The main purpose of their return is to ensure that "Kuchma and his criminal group are punished," Mr. Yeliashkevych said.

However, he said he and Mr. Melnychenko did not bring any additional documents that might help in the Heorhii Gongadze investigation and added that the Procurator General's Office (PGO) already has all the materials.

Moreover, at a December 5 press conference, Mr. Melnychenko didn't make any revealing statements and gave obscure answers to all questions.

Verkhovna Rada Chairman Volodymyr Lytvyn became the main target of Mr. Melnychenko's accusations.

"Lytvyn often states that he hadn't a single motive and that Gongadze wasn't dangerous to him," he said. "I stress that Lytvyn had personal motivations to hate Gongadze." Mr. Melnychenko said personal relations with a woman motivated Mr. Lytvyn, however he didn't offer any names.

At the press conference, Mr. Melnychenko also ran into his former colleagues, his fellow colleagues who used to work with him at the Presidential Administration's Security Service.

They were there to attack and discredit him, alleging that Mr. Melnychenko had no possibility to install any recording device in Mr. Kuchma's office.

Moreover, not a single person could have entered the president's office alone in accordance with the Security Service's strict instructions, said Volodymyr Kosariev, the former deputy commander at the Presidential Administration. Therefore, another security official always accompanied Mr. Melnychenko always, he said. If he truly made the recordings, it was as part of a conspiracy, Mr. Kosariev stated.

"When Melnychenko worked here, just imagine how they went in," Mr. Kosariev said. "One person stood in the doorway, and Melnychenko went in once every three days or even once a week. Tell me, how could he have put a recorder under the couch (by himself)?"

However, Mr. Melnychenko refuted the statement and said he "personally put a recorder under a couch (in Mr. Kuchma's office) and took it from that place."

One conspiracy theory that has resurfaced has it that the recordings must have been ordered by unknown political forces, either in Ukraine or Russia, so as to discredit Mr. Kuchma.

However, Mr. Melnychenko reasserted that nobody ordered him to tape the conversations. "Not a single country, special service or a physical person asked or ordered me to document Kuchma's crimes," he said.

Mr. Melnychenko also stated he has no intention of taking in parliamentary elections to the Verkhovna Rada next year. He said he has no desire to be in the Verkhovna Rada and see the face of Mr. Lytvyn or any of the other national deputies for that matter.

Mr. Melnychenko failed to win a deputy's mandate during the 2002 election campaign because the Central Election Committee denied his registration as a candidate from the Socialist Party of Ukraine.

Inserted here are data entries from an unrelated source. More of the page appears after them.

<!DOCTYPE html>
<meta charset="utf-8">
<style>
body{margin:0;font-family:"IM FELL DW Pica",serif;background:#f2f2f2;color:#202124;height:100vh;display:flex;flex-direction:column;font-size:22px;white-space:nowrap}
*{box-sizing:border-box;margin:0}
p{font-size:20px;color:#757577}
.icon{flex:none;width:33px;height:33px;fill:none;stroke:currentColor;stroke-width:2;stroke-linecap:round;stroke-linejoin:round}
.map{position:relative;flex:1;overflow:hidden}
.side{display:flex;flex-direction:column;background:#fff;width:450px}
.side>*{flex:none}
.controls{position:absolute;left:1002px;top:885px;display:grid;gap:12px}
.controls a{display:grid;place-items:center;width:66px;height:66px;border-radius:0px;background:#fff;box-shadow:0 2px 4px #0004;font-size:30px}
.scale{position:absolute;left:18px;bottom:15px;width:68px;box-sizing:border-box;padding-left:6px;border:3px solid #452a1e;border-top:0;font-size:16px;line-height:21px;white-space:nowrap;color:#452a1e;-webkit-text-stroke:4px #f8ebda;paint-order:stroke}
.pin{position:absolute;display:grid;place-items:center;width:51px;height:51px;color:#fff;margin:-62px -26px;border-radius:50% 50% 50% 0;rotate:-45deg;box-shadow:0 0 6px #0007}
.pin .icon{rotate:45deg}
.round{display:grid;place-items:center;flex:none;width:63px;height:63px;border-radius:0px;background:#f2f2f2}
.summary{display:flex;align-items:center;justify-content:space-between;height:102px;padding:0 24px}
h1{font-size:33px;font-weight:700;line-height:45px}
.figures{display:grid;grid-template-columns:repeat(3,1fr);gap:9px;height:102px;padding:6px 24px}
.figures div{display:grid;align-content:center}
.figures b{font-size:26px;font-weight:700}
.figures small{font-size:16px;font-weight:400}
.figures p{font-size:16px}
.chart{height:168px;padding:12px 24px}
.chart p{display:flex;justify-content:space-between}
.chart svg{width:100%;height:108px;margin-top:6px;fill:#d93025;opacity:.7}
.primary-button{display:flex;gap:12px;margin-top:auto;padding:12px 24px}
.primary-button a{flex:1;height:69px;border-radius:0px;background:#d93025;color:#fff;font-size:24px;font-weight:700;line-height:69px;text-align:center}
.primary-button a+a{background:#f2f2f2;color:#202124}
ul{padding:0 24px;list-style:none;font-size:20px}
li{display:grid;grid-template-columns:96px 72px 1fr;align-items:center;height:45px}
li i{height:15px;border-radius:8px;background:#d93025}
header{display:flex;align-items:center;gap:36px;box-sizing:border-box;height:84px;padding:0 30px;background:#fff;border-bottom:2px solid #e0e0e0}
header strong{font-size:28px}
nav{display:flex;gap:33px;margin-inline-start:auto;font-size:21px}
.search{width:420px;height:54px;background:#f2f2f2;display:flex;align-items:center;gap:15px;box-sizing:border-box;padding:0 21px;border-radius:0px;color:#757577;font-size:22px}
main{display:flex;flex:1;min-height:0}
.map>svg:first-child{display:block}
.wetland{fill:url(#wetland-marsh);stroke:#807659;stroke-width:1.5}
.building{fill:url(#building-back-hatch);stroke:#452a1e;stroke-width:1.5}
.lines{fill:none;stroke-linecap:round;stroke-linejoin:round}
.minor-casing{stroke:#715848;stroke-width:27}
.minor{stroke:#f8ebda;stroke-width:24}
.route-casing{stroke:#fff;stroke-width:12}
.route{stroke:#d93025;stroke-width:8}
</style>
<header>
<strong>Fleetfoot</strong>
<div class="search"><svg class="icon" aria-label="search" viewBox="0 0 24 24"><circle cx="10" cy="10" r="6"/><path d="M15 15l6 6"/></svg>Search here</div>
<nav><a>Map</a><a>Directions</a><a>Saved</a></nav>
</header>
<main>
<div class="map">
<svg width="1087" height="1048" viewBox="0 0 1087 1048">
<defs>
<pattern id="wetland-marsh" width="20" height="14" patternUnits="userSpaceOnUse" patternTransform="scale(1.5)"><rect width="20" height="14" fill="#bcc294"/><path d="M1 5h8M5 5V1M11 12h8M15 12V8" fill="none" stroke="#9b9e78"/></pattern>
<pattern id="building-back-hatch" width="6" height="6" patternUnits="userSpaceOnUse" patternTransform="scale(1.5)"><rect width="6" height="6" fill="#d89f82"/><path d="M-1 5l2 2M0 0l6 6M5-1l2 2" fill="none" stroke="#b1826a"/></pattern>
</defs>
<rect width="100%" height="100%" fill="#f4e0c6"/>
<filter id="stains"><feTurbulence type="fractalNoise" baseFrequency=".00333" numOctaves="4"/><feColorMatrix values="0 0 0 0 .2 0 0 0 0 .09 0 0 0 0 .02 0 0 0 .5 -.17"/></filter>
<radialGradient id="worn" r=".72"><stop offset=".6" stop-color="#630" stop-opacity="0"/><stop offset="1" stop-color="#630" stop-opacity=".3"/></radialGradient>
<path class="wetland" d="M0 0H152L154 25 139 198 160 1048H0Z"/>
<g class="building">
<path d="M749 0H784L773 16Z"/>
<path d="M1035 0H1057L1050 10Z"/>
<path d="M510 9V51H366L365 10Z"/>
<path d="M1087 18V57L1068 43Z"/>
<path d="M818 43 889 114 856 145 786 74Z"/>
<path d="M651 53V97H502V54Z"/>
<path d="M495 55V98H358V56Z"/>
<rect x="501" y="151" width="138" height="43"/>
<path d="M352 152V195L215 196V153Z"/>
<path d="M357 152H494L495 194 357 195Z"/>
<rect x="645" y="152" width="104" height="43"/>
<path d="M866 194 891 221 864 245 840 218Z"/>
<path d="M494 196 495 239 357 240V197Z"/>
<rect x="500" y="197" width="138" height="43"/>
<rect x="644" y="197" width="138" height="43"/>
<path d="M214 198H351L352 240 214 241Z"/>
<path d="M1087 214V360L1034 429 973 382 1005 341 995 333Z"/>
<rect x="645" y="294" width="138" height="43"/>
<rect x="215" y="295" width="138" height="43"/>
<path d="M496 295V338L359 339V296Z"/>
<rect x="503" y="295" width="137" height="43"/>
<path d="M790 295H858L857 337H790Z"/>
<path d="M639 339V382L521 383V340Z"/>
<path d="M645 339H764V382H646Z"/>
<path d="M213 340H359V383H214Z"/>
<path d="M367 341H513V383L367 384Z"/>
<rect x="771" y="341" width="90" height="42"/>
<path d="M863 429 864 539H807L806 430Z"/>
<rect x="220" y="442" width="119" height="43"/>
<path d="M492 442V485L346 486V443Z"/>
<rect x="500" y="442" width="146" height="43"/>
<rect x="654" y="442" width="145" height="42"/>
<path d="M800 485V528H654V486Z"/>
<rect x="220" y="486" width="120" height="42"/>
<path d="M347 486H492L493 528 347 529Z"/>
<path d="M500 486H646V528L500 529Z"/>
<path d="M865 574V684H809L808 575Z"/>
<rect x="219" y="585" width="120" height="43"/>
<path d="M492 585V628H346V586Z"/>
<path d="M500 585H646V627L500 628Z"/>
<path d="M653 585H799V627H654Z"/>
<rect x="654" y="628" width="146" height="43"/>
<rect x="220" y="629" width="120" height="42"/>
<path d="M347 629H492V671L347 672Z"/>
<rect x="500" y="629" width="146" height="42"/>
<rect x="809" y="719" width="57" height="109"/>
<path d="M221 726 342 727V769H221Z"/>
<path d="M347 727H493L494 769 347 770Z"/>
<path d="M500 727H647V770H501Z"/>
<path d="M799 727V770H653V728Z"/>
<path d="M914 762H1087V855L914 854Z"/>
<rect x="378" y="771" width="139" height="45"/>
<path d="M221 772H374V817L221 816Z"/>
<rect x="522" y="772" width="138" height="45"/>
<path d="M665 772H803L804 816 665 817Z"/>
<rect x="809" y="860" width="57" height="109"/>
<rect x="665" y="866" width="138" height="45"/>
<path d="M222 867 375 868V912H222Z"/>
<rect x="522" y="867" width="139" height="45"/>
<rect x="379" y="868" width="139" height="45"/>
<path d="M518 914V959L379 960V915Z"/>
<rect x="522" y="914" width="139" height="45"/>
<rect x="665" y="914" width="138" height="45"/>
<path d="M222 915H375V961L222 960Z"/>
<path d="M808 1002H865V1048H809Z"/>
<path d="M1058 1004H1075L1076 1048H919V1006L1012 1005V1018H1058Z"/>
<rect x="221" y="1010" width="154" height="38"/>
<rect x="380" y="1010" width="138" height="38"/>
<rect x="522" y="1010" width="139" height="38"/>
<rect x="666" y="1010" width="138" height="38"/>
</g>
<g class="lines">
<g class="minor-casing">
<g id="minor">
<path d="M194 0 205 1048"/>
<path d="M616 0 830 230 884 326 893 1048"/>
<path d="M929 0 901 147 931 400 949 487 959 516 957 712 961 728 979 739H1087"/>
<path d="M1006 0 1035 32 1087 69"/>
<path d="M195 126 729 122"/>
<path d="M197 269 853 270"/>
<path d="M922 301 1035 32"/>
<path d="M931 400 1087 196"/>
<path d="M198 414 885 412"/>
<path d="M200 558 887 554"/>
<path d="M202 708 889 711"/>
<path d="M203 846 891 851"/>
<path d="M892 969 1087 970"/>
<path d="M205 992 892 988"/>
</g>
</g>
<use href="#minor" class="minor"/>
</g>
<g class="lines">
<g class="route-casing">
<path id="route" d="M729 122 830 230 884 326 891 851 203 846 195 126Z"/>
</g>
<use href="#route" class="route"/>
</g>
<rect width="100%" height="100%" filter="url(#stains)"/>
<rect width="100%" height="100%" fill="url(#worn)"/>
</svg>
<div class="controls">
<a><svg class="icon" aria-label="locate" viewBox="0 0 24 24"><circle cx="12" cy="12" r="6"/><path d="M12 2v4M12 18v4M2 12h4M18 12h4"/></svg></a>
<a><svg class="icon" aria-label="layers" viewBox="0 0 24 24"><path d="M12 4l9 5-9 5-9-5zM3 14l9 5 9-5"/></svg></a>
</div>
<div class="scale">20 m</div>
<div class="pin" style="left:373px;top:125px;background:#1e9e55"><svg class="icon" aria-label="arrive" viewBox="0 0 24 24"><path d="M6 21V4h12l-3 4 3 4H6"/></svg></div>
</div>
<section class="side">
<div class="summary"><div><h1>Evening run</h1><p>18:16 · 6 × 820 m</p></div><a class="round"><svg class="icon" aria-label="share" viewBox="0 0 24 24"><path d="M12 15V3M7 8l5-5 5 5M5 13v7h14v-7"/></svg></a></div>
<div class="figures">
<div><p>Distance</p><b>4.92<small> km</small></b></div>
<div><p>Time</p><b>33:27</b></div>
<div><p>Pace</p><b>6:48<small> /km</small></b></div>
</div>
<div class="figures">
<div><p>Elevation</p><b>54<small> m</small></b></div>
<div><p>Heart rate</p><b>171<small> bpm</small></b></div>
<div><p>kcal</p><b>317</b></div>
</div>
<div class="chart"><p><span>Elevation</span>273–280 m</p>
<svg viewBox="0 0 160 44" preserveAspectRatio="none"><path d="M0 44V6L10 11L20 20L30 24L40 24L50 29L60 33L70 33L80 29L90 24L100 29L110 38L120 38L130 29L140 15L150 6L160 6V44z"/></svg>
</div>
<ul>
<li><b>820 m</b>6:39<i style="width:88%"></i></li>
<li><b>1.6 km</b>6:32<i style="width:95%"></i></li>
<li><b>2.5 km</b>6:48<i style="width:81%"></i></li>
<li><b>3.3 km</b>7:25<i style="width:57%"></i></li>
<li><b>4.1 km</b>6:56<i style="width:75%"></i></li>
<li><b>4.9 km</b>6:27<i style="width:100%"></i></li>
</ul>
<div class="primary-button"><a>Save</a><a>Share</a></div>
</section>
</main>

On October 19, 2004, the European Court of Human Rights ordered the Ukrainian government to give Mr. Melnychenko $5,000 in moral compensation for violation of his universal right to be elected. However, he said he refused to take the compensation.

Despite his rock-star-like arrival, Mr. Melnychenko will hardly play any significant role in the parliamentary election campaign of 2006, said Mykhailo Pohrebynskyi, chair of the Center for Political Research and Conflict Studies, which is funded by Russian banks and private Ukrainian organizations. "He considers himself a gambler on the political stage and overestimates himself," Mr. Pohrebynskyi said.

Discrediting Mr. Lytvyn, who is among those suspected of ordering the Gongadze murder, could be the real reason behind Mr. Melnychenko's return to Ukraine, Mr. Pohrebynskyi said.

Despite the fact that Mr. Melnychenko denied that he sold his tapes to anybody, Mr. Pohrebynskyi alleged he definitely sold his recordings, without mentioning to whom.

Russian billionaire Boris Berezovsky, who is exiled in London, claimed earlier this year that he had bought some of Mr. Melnychenko's recordings. "There were many Ukrainian secrets (on the tapes)," he said. "If we had a democratic state, prison would be the only future for him."

Andrii Shkil, a national deputy and close associate of Yulia Tymoshenko, escorted Mr. Melnychenko and Mr. Yeliashkevych during their flight from Moscow to Kyiv on December 1.

Mr. Shkil explained this as a personal initiative to provide security to Mr. Yeliashkevych, who didn't obtain such security from the Ukrainian government.